Highilights From AHA 2019

ISCHEMIA Trial: Invasive Treatment Only Better for Angina Burden.

Abstract

Among patients with stable ischaemic heart disease and moderate-to-severe ischaemia on non-invasive stress testing, routine invasive therapy failed to reduce major adverse cardiac events compared with optimal medical therapy, although quality of life measurements in patients with angina did significantly improve.

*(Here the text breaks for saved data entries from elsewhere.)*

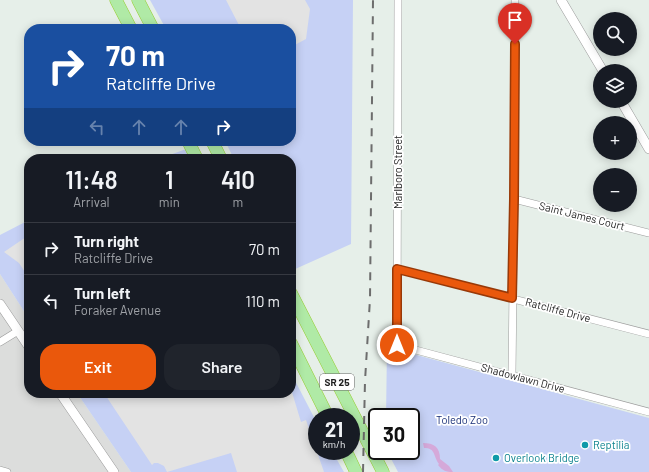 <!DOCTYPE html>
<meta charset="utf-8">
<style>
body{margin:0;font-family:Barlow,sans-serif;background:#20242c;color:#f1f3f6;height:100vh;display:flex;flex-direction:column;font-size:15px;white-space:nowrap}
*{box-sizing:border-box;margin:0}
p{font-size:13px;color:#9ea1a6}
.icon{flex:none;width:22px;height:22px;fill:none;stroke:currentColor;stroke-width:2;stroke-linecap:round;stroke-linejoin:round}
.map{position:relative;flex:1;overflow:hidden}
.drawer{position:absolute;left:24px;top:154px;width:272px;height:244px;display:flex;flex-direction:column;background:#171b24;border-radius:16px;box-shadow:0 2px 10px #0003}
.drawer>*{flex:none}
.hud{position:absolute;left:24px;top:24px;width:272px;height:122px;border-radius:16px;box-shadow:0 2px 10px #0003;background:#1a4fa0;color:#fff;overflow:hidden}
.controls{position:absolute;left:593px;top:12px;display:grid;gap:8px}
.controls a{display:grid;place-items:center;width:44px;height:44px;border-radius:50%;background:#171b24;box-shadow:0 2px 10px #0003;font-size:20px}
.speed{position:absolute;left:308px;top:408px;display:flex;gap:8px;font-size:20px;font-weight:700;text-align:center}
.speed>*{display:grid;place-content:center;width:52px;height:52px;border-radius:50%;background:#171b24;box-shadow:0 2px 10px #0003;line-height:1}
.speed small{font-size:10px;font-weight:400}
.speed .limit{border:2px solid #111;border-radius:6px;background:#fff;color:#111}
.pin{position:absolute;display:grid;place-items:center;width:34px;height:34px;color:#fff;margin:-41px -17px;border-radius:50% 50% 50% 0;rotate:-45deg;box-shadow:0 0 4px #0007}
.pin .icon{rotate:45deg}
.me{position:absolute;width:44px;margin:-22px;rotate:0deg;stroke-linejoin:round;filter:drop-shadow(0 0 3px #0008)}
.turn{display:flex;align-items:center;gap:14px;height:84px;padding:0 16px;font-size:18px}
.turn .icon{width:52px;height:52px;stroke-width:2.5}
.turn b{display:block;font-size:28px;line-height:34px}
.lanes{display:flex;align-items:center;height:38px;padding:0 16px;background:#0003;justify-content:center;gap:20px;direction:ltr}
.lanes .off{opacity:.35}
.eta{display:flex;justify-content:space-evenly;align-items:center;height:68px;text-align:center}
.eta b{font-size:24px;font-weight:600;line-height:28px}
.cta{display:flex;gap:8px;margin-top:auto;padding:8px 16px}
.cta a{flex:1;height:46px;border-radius:16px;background:#ea580c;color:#fff;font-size:16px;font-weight:600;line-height:46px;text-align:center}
.cta a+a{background:#20242c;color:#f1f3f6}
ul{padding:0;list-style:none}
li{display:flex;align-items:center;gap:12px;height:52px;padding:0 16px;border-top:1px solid #363941}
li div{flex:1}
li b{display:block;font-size:15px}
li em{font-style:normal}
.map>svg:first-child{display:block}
</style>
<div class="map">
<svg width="649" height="472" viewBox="0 0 649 472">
<rect width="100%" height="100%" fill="#e6efe9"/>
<!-- residential -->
<path fill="#dcdddc" d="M0,274L29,319V393H77L131,472H0Z"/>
<!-- park -->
<path fill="#c6d1f5" d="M150,0H353L351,244L293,270L291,267V159H234L225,141H291V29H166Z
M186,149L191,159H159Z
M29,220V319L0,274V235Z
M387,347L649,418V472H398L387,451H411V417H386Z
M291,373L317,423V451H332L344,472H131L77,393H291Z"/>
<!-- parking -->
<path fill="#e3e3e3" d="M226,0H305L310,9L306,39L291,47V29H241Z
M29,235V278L19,263L4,252Z
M291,389L301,422L306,420L324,472H237L231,453L167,472L164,466L158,463H154L152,465L104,393H291Z"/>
<!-- water -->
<path fill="#d5a9d9" d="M423,443C434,443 440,447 440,459L449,466L453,472C446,472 443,471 438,465L439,464C433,456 436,448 424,448Z"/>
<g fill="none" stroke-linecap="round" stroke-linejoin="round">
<!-- minor casing -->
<g stroke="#9c9c9c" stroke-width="8">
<path id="minor" d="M398,0L397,345L649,412
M514,199L649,233
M397,269L649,334
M0,342L18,331
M512,375L514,199L515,0
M0,470L7,472"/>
</g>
<!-- tertiary casing -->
<g stroke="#9c9c9c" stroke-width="10">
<path id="tertiary" d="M561,0L603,71
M621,101L649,149
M0,304L29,347
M60,393L114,472"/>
</g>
<!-- trunk casing -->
<g stroke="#98cd33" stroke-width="13">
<path id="trunk" d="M116,0L131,29
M138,0L153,29
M188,141L197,159
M212,141L221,159
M291,293L383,472
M291,343L328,417
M346,451L356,472"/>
</g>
<!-- minor -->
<use href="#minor" stroke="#fff" stroke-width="7"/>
<!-- tertiary -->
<use href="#tertiary" stroke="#fff" stroke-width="9"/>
<!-- trunk -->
<use href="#trunk" stroke="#b0eaa6" stroke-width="12"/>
<!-- rail -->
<path stroke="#6d6d6d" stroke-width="2" stroke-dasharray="8 8" stroke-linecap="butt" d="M363,472L365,381L370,299L373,0"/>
</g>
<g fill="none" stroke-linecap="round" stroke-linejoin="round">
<!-- route casing -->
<g stroke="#983908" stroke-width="10">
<path id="route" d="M397,345V269L512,298L514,199L515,44"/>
</g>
<!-- route -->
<use href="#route" stroke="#ea580c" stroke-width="7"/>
</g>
<!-- markers -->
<g fill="#0f9aa8" stroke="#fff" stroke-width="1.5">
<circle cx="585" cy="445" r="4"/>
<circle cx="496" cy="458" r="4"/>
</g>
<g text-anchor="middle" stroke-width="3.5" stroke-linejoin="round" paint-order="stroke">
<!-- shield labels -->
<rect fill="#fff" stroke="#626262" stroke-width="1" x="320" y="374" width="34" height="16" rx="3"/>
<g font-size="10" font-weight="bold" fill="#1f1f1f">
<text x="337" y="386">SR 25</text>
</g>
<!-- street labels -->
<g font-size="11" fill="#1f1f1f" stroke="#fff">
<text transform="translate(398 172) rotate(-90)" y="4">Marlboro Street</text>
<text transform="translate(582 216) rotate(14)" y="4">Saint James Court</text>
<text transform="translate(558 310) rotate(15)" y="4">Ratcliffe Drive</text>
<text transform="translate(523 378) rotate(15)" y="4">Shadowlawn Drive</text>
</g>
<!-- park labels -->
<g font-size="11" fill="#142b75" stroke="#fff">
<text x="462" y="424">Toledo Zoo</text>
</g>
<!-- culture labels -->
<g font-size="11" fill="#0d838f" stroke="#fff" text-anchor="start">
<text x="593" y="449">Reptilia</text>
<text x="504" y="462">Overlook Bridge</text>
</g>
</g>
</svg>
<div class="controls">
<a><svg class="icon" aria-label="search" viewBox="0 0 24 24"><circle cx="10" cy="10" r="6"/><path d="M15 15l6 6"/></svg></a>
<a><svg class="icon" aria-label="layers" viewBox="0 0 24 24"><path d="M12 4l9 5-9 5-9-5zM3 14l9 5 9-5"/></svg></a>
<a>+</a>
<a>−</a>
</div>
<div class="speed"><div>21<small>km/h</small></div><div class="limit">30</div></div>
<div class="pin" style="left:515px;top:44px;background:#d93025"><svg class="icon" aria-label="arrive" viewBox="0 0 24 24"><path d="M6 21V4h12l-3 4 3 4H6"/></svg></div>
<svg class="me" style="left:397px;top:345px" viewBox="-20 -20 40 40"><circle r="17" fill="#ea580c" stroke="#fff" stroke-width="3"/><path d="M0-11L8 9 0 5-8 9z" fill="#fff"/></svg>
<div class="hud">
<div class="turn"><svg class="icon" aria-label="right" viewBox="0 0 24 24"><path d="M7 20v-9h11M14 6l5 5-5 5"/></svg><div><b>70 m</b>Ratcliffe Drive</div></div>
<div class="lanes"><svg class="icon off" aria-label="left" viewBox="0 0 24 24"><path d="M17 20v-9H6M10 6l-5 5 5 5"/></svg><svg class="icon off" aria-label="ahead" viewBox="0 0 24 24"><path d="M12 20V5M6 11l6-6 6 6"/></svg><svg class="icon off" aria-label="ahead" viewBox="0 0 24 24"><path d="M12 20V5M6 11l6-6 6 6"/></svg><svg class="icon" aria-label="right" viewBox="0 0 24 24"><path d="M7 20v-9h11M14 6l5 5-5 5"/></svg></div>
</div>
<section class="drawer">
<div class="eta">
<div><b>11:48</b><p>Arrival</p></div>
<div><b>1</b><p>min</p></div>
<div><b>410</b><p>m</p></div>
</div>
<ul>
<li><svg class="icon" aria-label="right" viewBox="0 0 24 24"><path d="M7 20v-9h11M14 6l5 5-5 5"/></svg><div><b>Turn right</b><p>Ratcliffe Drive</p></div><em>70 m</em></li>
<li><svg class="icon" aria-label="left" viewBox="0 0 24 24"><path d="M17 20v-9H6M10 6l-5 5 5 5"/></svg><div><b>Turn left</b><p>Foraker Avenue</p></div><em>110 m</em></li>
</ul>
<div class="cta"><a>Exit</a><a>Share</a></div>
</section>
</div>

In the largest study of its kind, the International Study of Comparative Health Effectiveness with Medical and Invasive Approaches (ISCHEMIA) trial randomly assigned 5,179 patients with coronary artery disease at 320 sites in 37 countries to receive 1 of 2 treatment strategies: either “invasive” therapies including early stent implants or bypass surgery or so-called “conservative therapy”, where patients received only medication (e.g. aspirin, statins) and lifestyle advice. Prof. Judith Hochman (New York University School of Medicine, USA) presented that with a median follow-up of 3.3 years there were no differences between the 2 groups in the rate of occurrence for a group of 5 events: cardiovascular death, myocardial infarction (MI), hospitalisation for unstable angina, hospitalisation for heart failure, or resuscitation after cardiac arrest (HR 0.93; 95% CI 0.80-1.08; P=0.34) [1].

The curves crossed at 2 years follow-up, with absolute rates favouring the conservative therapy at 6 months by 1.9%. Yet, at 4 years, the data favoured early angiography followed by percutaneous coronary intervention (PCI) or bypass surgery by 2.2% (13.3% vs 15.5%, respectively). This poses the question of what even longer term follow-up will bring.

The major secondary endpoint of cardiovascular death or MI also showed no differences between the 2 groups (11.7% vs 13.9%; HR 0.90; 95% CI 0.77-1.06; P=0.21). All-cause death rates were similarly low between the invasive and conservative groups (6.5% vs 6.4%; HR 1.05; 95% CI 0.83 – 1.1).

In a parallel quality of life study, presented in the same session by Dr John Spertus (Saint Luke’s Mid America Heart institute, Kansas City, Missouri, USA), revascularisation provided greater relief for angina than conservative therapy, with half of the patients reporting to be angina-free at 1 year versus just 20% of those managed with conservative therapy alone [2].

Although the overall interpretation of this trial was negative, there were mixed findings with evidence for both harm and benefit. The data signifies that: 1) invasive therapy for stable ischaemic heart disease patients needs to be carefully considered in the context of angina burden and background medical therapy, and 2) there is a likelihood that optimal coronary revascularisation can be achieved with low procedural complications.